Hi,
I have just gotten out and am free at last! My brother did so a few years ago and has been such an amazing help to me these last few weeks. I was raised a JW, disfellowshipped when I was 17, married a non believer and then dragged back in by my family. Here's the thing - I was 17 when I was disfellowshipped and we had just moved from the only city I'd ever known to the South. As soon as I was DF, the wailing of my parents began immediately. I wanted nothing to do with it then but that wasn't an option with my parents.
So I ran away and stayed with friends from high school for a few months. No family would talk to me - and to boot I'd moved back to where I was from and had no family - just some friends I barely knew b/c I wasn't ever allowed to have friends that weren't Witnesses in h.s. Married someone just so I could have a place to stay really and he and I have a beautiful son.
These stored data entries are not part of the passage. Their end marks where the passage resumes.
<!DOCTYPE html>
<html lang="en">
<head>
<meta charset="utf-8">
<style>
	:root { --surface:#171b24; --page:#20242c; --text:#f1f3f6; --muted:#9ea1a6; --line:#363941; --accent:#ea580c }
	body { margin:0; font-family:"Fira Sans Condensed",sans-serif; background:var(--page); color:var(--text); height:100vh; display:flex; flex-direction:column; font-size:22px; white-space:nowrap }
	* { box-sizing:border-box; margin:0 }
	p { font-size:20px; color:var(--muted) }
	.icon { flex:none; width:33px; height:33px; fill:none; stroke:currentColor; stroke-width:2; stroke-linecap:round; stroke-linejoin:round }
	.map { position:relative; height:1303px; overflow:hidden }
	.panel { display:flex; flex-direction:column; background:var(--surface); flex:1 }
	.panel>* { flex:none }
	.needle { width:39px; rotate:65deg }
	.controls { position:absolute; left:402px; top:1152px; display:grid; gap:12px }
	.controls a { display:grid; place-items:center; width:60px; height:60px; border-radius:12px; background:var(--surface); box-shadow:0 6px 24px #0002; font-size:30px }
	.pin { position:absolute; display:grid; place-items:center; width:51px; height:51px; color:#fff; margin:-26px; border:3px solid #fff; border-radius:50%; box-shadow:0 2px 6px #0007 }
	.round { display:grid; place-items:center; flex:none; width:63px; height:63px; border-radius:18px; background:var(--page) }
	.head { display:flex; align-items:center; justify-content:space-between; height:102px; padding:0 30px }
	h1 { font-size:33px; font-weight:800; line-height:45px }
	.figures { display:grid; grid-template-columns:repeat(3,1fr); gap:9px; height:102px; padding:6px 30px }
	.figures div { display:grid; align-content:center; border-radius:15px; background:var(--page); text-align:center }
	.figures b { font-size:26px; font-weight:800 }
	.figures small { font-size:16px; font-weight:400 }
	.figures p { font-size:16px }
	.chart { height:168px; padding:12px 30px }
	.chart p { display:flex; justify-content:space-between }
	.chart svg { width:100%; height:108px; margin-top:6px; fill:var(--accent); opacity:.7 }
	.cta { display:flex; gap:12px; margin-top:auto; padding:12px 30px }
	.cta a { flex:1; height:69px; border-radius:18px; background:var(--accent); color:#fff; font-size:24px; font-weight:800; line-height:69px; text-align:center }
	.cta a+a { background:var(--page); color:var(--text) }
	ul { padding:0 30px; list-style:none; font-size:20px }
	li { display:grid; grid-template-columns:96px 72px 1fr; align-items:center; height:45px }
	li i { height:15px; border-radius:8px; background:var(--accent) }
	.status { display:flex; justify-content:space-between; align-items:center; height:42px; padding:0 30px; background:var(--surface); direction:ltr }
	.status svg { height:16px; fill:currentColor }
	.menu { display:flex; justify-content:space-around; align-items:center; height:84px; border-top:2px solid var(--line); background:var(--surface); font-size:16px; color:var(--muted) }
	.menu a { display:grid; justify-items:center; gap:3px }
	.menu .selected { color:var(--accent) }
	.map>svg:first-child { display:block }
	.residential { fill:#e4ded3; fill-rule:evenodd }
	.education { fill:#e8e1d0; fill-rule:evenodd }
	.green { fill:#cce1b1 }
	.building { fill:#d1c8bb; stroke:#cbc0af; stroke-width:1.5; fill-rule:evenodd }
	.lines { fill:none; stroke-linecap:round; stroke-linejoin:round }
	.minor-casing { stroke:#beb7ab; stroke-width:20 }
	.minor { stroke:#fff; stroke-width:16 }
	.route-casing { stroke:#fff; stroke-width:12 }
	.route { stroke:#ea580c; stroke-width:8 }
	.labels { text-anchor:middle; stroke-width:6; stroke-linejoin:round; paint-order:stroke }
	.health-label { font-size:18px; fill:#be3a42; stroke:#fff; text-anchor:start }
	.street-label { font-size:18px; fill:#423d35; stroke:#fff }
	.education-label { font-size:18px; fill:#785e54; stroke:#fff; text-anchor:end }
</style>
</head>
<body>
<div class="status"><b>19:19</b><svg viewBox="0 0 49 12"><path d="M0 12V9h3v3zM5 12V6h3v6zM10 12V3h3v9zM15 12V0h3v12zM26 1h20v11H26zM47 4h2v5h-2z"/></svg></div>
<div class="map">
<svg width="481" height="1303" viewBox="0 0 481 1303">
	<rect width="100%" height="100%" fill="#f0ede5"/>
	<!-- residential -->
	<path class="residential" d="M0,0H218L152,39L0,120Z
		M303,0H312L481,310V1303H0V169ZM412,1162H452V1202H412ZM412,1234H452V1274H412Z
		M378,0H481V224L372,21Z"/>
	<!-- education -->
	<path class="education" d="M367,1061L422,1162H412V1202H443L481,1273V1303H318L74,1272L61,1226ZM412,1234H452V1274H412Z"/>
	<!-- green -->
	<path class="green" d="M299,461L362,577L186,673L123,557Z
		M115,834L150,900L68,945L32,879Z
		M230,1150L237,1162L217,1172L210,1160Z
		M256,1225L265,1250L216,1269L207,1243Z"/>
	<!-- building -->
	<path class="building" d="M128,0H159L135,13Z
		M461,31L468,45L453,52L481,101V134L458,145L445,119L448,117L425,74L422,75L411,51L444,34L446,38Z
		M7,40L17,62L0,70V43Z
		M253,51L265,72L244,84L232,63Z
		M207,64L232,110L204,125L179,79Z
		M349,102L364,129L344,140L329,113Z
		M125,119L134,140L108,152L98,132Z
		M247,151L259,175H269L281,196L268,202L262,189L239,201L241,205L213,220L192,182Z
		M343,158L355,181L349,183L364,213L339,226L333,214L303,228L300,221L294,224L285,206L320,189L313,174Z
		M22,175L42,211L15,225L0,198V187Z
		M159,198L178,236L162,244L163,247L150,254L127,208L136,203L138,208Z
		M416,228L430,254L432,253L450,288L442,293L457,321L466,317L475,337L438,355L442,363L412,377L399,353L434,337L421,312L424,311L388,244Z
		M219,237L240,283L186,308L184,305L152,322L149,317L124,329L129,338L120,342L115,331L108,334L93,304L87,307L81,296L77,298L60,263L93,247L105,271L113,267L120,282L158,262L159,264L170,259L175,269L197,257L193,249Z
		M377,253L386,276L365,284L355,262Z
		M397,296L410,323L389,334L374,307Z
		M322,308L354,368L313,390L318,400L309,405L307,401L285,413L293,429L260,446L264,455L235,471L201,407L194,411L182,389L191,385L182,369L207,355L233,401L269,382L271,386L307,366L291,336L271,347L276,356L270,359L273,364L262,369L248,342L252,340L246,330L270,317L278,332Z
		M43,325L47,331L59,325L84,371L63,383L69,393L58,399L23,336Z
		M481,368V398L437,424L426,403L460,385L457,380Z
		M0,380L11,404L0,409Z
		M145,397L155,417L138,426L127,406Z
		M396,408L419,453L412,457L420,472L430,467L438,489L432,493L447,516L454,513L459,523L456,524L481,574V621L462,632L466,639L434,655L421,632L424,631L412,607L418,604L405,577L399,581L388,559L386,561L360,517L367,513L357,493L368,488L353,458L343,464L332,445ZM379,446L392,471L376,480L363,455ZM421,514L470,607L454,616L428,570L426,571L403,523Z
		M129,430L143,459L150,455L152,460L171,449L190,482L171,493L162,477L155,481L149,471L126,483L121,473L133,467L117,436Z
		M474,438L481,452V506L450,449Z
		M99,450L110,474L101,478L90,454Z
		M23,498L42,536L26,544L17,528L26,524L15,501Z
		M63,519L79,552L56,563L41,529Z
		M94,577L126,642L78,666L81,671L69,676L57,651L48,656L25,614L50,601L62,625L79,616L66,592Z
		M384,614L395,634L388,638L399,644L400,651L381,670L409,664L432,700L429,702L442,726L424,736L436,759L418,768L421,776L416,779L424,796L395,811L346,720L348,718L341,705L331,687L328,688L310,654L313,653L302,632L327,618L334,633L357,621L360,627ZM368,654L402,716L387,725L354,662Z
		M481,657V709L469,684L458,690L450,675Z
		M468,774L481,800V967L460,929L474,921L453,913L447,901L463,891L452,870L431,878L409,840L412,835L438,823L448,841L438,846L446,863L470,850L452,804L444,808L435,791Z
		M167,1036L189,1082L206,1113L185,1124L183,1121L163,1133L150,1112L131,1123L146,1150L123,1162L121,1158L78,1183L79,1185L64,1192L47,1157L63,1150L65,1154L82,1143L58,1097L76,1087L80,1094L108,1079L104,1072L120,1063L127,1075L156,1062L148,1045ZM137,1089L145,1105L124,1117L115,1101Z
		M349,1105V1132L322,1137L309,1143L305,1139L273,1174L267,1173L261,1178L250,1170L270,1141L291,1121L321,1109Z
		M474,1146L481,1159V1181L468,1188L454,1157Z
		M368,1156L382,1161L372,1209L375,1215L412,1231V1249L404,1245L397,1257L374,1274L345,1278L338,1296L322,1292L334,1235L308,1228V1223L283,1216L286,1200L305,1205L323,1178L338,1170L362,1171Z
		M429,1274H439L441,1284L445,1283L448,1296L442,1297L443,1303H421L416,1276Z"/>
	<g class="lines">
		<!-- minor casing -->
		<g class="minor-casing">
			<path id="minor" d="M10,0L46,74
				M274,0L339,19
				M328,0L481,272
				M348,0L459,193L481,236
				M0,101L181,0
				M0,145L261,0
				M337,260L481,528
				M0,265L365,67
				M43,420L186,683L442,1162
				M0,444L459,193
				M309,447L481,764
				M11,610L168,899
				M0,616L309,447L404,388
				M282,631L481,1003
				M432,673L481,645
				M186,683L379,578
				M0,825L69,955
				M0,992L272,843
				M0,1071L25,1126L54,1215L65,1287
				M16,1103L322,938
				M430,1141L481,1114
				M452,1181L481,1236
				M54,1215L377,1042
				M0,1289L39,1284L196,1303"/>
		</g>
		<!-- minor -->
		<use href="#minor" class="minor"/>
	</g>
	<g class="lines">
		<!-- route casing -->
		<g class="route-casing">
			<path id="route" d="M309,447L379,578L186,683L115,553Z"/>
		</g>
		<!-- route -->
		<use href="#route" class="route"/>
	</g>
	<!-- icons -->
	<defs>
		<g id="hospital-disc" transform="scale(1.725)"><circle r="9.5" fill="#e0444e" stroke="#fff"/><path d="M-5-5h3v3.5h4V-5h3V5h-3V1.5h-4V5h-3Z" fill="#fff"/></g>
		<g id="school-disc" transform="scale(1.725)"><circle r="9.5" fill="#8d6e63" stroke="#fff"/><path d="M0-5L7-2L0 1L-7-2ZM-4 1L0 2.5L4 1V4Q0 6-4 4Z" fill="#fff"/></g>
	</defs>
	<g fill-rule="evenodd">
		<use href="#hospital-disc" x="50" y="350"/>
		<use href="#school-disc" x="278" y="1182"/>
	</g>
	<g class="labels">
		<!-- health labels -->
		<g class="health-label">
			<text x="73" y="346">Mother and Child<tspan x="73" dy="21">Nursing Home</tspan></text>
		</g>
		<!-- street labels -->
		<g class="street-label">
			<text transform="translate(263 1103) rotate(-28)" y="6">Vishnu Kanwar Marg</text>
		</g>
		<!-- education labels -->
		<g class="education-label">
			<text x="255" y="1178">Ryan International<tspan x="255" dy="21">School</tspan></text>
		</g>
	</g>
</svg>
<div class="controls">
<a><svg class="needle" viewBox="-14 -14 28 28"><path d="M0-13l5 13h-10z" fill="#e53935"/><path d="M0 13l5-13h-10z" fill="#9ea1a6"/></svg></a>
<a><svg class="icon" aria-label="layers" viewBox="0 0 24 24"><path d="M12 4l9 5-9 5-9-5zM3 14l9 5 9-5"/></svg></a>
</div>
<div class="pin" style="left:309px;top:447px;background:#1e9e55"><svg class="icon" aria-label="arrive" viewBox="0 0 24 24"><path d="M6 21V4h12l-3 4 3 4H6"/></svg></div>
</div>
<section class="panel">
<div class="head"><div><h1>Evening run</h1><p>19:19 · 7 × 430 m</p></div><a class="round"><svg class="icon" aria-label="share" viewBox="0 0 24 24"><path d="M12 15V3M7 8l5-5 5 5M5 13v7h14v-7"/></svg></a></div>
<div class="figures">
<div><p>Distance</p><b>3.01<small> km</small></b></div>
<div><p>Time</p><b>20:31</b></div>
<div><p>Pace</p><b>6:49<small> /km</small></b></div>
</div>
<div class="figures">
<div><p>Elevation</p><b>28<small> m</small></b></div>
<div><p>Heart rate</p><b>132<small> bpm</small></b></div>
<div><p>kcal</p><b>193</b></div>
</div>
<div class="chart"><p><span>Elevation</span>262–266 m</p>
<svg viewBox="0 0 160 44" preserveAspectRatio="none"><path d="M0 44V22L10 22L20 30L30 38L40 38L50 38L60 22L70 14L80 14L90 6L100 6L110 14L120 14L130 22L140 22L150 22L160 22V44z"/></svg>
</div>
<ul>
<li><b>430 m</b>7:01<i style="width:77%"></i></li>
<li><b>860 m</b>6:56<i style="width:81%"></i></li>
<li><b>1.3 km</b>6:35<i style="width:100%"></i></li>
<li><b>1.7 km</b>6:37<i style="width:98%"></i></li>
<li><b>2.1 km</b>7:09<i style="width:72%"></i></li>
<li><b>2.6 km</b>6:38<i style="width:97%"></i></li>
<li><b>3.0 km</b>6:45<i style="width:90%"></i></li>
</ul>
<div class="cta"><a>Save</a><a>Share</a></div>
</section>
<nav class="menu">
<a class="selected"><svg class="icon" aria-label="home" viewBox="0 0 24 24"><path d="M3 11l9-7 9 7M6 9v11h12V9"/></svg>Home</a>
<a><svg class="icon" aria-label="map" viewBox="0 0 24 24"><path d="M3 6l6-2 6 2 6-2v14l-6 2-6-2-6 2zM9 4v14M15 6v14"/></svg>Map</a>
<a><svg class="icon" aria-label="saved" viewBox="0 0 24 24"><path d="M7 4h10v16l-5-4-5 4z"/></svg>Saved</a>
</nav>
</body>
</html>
We've both had doubts all these years but were too afraid to say anything until this past week when I worked up the courage to talk to him. We are now both leaving, getting divorced and have never gotten along better in our lives. Feels good to say all of these things out loud.
The tipping point for me was the last few years when my son wanted to "do birthdays" or Christmas or anything and I had to tell him no. And then thinking if anything ever happened, I was supposed to refuse to give him blood to save his life on the off chance that there may be a "new system" No THANK YOU!
I know it will be hard and emotional (still have parents and sisters that are in that I love dearly) but I am so glad to be free! Do feel like I"ve wasted 29 years of my life but at least my son won't have to worry about this crap!